[Collected data entries]
Start of Block
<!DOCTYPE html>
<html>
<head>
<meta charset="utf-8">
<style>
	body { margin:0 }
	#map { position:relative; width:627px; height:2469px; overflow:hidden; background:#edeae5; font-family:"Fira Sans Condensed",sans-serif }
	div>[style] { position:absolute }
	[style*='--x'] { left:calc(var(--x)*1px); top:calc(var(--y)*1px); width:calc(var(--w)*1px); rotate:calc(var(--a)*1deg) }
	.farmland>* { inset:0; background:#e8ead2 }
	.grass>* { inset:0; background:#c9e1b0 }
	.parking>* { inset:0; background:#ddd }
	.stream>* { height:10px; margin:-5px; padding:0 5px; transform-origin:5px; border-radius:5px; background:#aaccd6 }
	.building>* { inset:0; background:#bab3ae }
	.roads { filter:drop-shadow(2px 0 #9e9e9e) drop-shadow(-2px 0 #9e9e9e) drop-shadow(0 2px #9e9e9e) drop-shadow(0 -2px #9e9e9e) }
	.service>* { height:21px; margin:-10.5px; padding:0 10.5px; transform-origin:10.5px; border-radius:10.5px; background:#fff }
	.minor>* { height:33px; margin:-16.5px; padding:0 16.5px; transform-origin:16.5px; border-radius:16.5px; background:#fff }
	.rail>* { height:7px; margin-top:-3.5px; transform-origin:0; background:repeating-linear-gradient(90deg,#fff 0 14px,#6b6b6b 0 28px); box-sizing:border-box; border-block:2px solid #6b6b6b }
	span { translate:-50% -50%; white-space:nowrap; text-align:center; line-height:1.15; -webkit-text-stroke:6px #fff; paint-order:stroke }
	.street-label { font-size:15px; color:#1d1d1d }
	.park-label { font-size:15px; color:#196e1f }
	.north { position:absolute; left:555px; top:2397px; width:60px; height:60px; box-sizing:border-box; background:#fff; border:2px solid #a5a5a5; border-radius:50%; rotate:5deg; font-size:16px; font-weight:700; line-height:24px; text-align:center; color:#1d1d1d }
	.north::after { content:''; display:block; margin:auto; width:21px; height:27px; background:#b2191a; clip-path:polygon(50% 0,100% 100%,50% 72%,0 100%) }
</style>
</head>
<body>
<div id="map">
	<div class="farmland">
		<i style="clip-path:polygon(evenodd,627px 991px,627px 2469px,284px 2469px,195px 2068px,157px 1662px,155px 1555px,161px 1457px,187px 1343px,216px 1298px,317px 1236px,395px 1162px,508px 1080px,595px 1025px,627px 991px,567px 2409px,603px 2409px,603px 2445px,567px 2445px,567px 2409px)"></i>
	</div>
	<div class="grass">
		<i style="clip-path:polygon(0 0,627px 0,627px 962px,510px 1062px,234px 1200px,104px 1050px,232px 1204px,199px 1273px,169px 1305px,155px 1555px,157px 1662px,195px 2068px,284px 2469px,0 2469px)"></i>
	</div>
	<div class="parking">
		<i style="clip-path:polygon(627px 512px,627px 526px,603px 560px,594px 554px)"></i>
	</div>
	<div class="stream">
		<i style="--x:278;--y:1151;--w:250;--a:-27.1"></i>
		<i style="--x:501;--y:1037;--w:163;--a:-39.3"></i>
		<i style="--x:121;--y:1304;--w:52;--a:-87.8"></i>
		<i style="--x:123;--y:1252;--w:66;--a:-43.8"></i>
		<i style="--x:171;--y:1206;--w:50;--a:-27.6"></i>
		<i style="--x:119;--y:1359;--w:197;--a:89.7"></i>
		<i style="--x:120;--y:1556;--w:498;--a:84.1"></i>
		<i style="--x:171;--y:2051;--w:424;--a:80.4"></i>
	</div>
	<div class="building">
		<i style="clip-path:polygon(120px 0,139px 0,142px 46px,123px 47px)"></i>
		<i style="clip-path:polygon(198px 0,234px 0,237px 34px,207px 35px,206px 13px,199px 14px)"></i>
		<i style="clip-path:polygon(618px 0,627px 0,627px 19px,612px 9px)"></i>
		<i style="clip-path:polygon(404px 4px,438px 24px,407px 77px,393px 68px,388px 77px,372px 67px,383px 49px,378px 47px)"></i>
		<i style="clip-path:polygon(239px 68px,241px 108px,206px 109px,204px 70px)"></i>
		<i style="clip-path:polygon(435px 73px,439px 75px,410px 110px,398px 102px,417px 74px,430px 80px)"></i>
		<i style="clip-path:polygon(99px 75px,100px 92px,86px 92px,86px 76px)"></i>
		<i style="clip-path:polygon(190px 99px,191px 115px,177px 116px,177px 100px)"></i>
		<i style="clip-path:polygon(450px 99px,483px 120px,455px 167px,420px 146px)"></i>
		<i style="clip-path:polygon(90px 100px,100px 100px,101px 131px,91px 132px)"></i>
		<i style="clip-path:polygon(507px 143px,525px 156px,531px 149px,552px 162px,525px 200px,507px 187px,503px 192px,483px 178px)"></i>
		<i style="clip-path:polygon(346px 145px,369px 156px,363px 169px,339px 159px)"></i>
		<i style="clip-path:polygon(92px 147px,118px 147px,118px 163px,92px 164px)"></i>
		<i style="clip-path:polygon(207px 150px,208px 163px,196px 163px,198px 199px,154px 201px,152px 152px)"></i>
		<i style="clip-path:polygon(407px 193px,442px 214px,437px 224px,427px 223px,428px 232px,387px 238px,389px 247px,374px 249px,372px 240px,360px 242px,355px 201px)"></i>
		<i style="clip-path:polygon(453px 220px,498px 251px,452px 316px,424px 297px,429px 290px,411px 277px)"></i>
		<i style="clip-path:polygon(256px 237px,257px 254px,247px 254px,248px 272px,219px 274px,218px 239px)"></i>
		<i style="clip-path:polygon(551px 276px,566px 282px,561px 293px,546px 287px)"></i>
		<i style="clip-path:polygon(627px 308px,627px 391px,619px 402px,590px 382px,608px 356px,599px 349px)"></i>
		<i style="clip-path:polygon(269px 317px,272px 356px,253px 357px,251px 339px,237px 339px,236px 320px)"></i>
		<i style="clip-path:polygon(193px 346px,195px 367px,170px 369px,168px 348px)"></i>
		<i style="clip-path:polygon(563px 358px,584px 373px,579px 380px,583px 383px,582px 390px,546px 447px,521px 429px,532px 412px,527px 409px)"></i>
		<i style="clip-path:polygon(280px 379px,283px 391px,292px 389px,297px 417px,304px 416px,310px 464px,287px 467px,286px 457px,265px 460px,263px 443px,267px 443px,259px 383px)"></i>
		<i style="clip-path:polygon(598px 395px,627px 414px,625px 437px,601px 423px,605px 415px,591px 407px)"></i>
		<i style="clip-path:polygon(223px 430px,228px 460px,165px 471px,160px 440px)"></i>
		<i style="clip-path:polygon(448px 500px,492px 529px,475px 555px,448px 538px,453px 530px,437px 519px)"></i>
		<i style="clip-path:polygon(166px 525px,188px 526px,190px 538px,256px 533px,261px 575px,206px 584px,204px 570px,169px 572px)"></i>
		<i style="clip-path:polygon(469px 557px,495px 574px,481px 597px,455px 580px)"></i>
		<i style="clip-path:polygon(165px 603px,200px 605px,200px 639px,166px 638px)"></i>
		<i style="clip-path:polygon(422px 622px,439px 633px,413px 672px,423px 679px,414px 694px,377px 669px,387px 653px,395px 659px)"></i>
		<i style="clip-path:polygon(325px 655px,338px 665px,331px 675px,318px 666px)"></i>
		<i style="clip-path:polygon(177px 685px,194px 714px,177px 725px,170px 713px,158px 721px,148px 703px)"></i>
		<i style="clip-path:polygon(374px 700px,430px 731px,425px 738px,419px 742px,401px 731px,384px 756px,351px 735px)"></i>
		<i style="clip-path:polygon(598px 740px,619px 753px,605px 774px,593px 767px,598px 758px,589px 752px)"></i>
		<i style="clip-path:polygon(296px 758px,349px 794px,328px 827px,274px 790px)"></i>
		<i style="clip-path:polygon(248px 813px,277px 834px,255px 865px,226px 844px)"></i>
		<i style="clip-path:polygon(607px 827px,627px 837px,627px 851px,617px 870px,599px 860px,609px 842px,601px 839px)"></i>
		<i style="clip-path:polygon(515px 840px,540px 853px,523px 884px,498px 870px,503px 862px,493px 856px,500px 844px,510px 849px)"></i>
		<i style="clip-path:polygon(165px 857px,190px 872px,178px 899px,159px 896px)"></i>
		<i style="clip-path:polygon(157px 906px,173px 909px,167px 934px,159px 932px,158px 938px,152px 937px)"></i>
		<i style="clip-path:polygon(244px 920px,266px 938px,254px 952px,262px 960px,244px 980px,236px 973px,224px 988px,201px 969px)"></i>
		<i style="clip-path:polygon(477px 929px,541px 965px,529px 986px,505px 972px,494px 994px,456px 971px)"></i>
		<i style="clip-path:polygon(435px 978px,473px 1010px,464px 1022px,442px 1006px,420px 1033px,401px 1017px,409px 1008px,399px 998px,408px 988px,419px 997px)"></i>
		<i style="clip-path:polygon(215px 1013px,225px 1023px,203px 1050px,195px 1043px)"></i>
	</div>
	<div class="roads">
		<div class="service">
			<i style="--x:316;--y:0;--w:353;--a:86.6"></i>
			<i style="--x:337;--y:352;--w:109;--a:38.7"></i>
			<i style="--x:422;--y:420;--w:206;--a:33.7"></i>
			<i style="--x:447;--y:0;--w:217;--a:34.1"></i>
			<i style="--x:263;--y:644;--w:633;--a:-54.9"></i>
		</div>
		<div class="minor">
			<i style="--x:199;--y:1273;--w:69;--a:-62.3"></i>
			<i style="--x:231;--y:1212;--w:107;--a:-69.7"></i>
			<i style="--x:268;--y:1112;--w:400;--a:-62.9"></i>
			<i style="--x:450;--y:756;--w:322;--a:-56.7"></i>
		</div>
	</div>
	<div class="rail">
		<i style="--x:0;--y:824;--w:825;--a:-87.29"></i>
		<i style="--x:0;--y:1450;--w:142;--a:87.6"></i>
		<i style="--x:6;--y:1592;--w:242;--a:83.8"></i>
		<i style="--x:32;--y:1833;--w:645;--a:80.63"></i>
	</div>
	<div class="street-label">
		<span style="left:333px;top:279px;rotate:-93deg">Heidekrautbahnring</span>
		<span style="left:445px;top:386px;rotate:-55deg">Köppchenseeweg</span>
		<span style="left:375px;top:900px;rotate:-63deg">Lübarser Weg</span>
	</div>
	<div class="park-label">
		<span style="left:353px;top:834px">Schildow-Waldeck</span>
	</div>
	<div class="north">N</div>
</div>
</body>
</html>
End of Block
In the data above, how many lines contain the word "service"? Only the number is wanted.

2